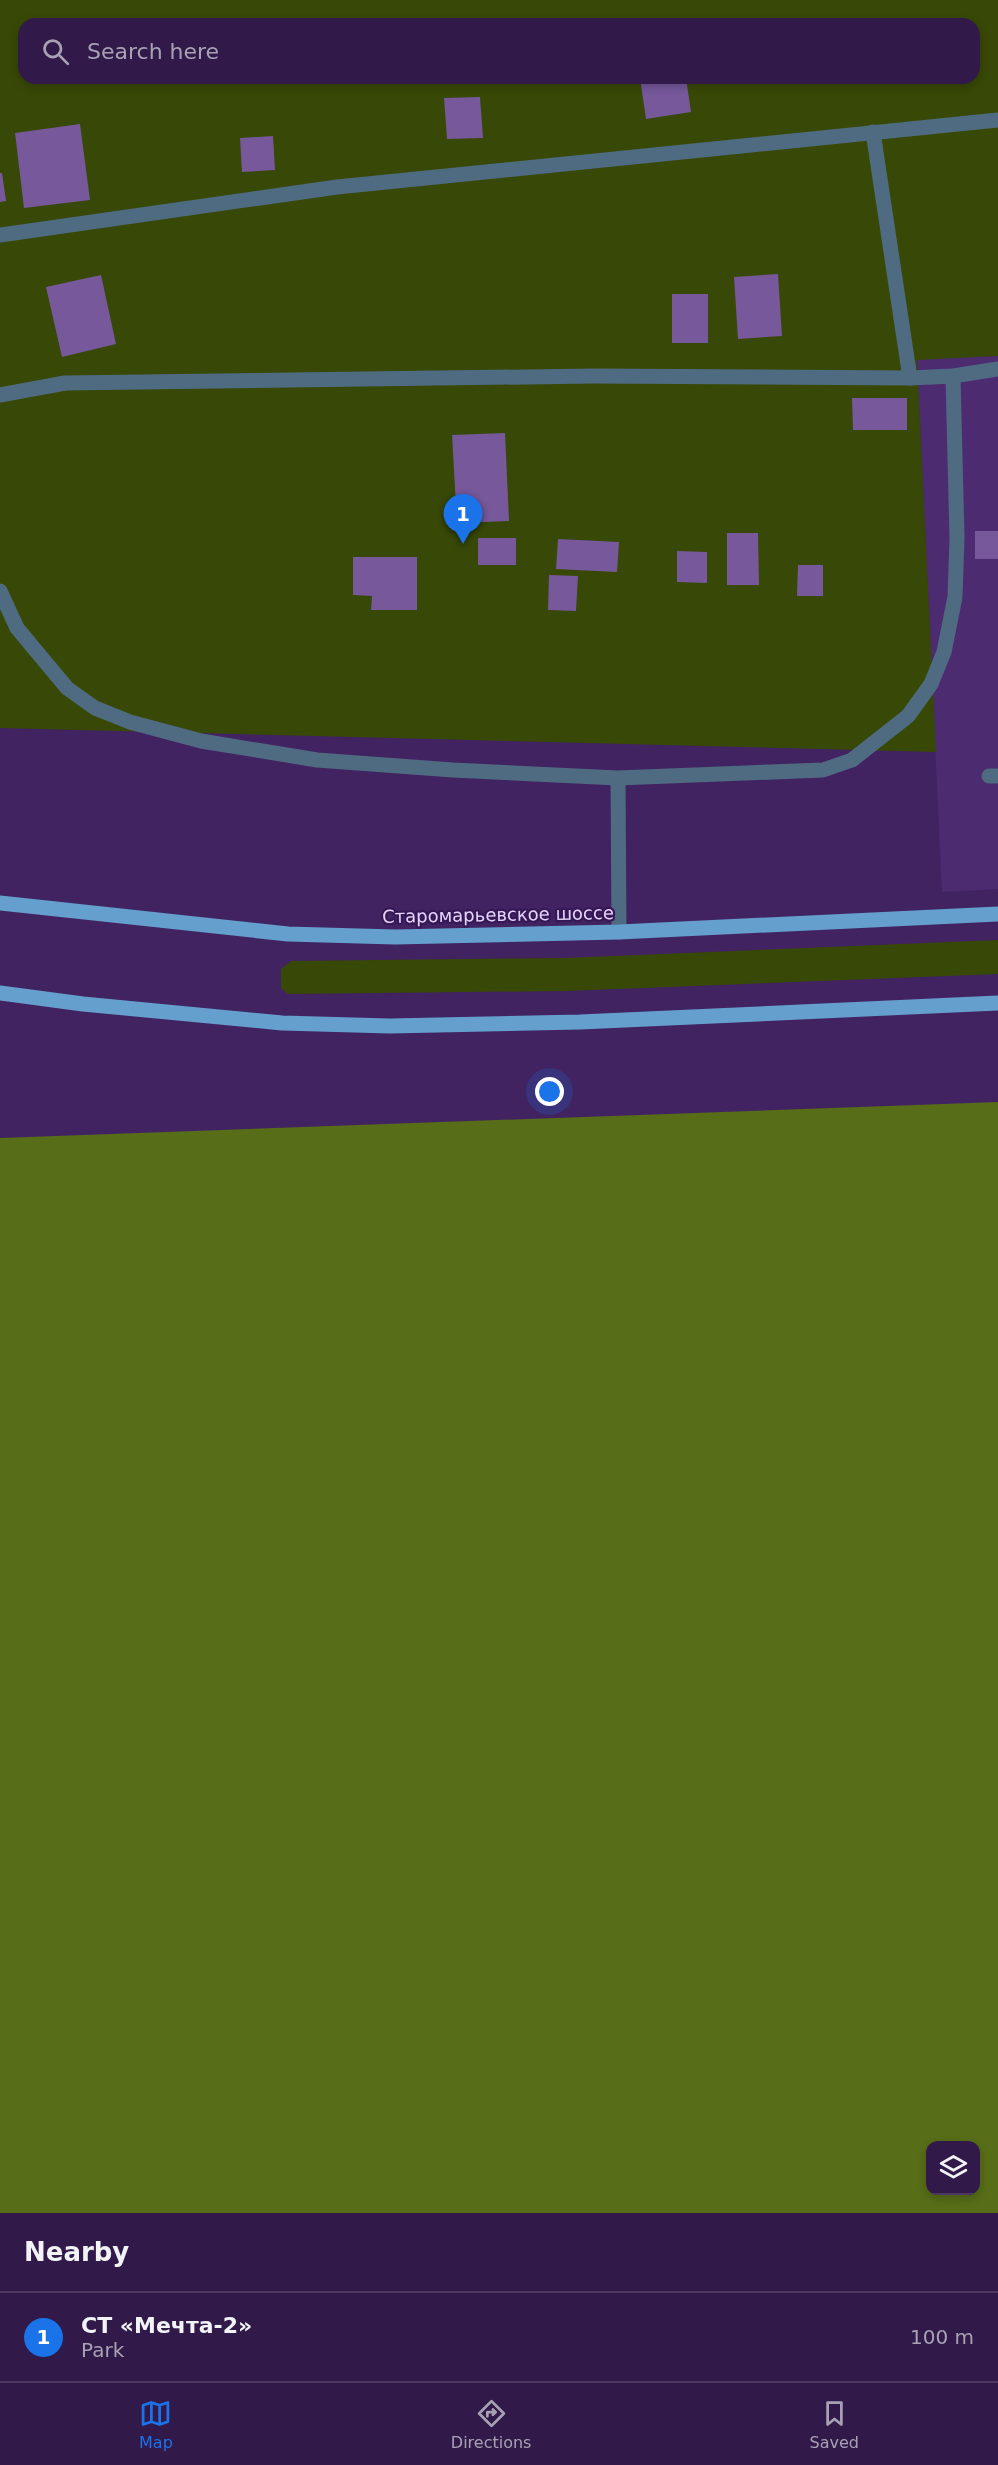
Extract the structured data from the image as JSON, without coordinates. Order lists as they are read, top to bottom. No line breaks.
{"streets":{"main road":["Старомарьевское шоссе"]},"page":{"search":"Search here","pins":"1","heading":"Nearby","list":[{"mark":"1","name":"СТ «Мечта-2»","note":"Park","value":"100 m"}],"nav":["Map","Directions","Saved"]}}
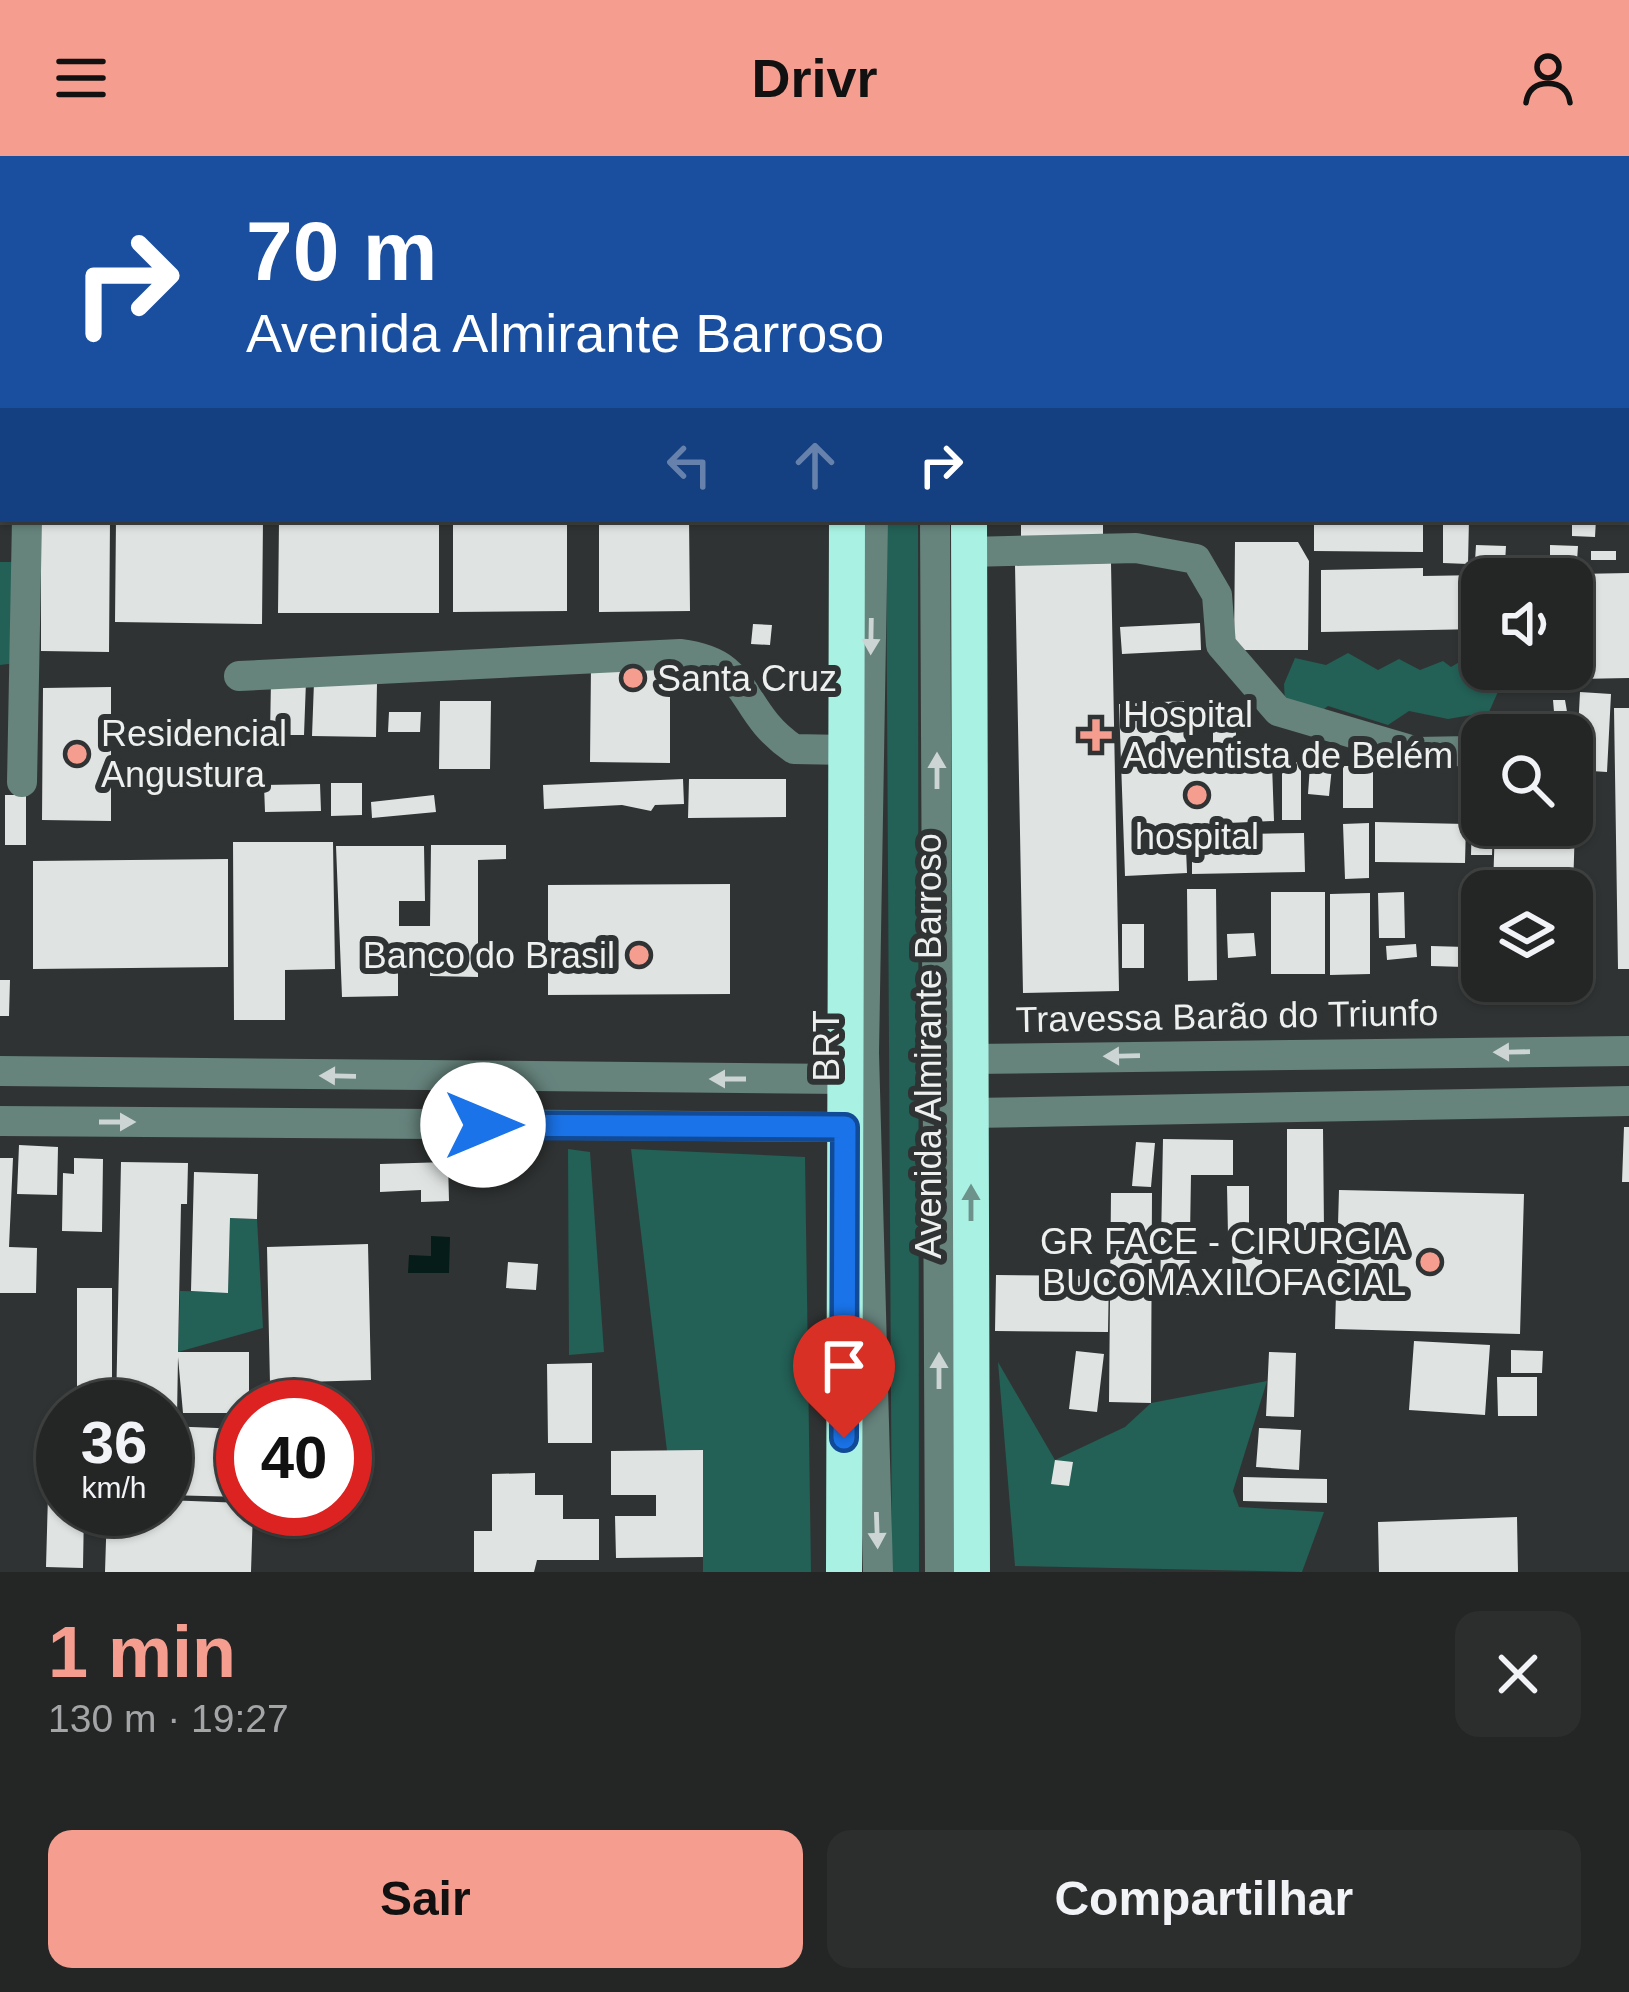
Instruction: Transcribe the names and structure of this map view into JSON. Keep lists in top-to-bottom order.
{
  "streets": {
    "highway": ["Avenida Almirante Barroso"],
    "street": ["Travessa Barão do Triunfo", "BRT"]
  },
  "crossings": [
    ["Travessa Barão do Triunfo", "Avenida Almirante Barroso"]
  ],
  "places": {
    "other": [
      "Santa Cruz",
      "Residencial Angustura",
      "hospital",
      "Banco do Brasil",
      "GR FACE - CIRURGIA BUCOMAXILOFACIAL"
    ],
    "health": ["Hospital Adventista de Belém"]
  },
  "page": {
    "header": "Drivr",
    "turn": ["70 m", "Avenida Almirante Barroso"],
    "speed": "36 km/h",
    "limit": "40",
    "heading": ["1 min", "130 m · 19:27"],
    "buttons": ["Sair", "Compartilhar"]
  }
}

• • • •

All lines from the one with "Instruction: Transcribe the" through the end of the material above are to be printed exactly, and only those.

Instruction: Transcribe the names and structure of this map view into JSON. Keep lists in top-to-bottom order.
{
  "streets": {
    "highway": ["Avenida Almirante Barroso"],
    "street": ["Travessa Barão do Triunfo", "BRT"]
  },
  "crossings": [
    ["Travessa Barão do Triunfo", "Avenida Almirante Barroso"]
  ],
  "places": {
    "other": [
      "Santa Cruz",
      "Residencial Angustura",
      "hospital",
      "Banco do Brasil",
      "GR FACE - CIRURGIA BUCOMAXILOFACIAL"
    ],
    "health": ["Hospital Adventista de Belém"]
  },
  "page": {
    "header": "Drivr",
    "turn": ["70 m", "Avenida Almirante Barroso"],
    "speed": "36 km/h",
    "limit": "40",
    "heading": ["1 min", "130 m · 19:27"],
    "buttons": ["Sair", "Compartilhar"]
  }
}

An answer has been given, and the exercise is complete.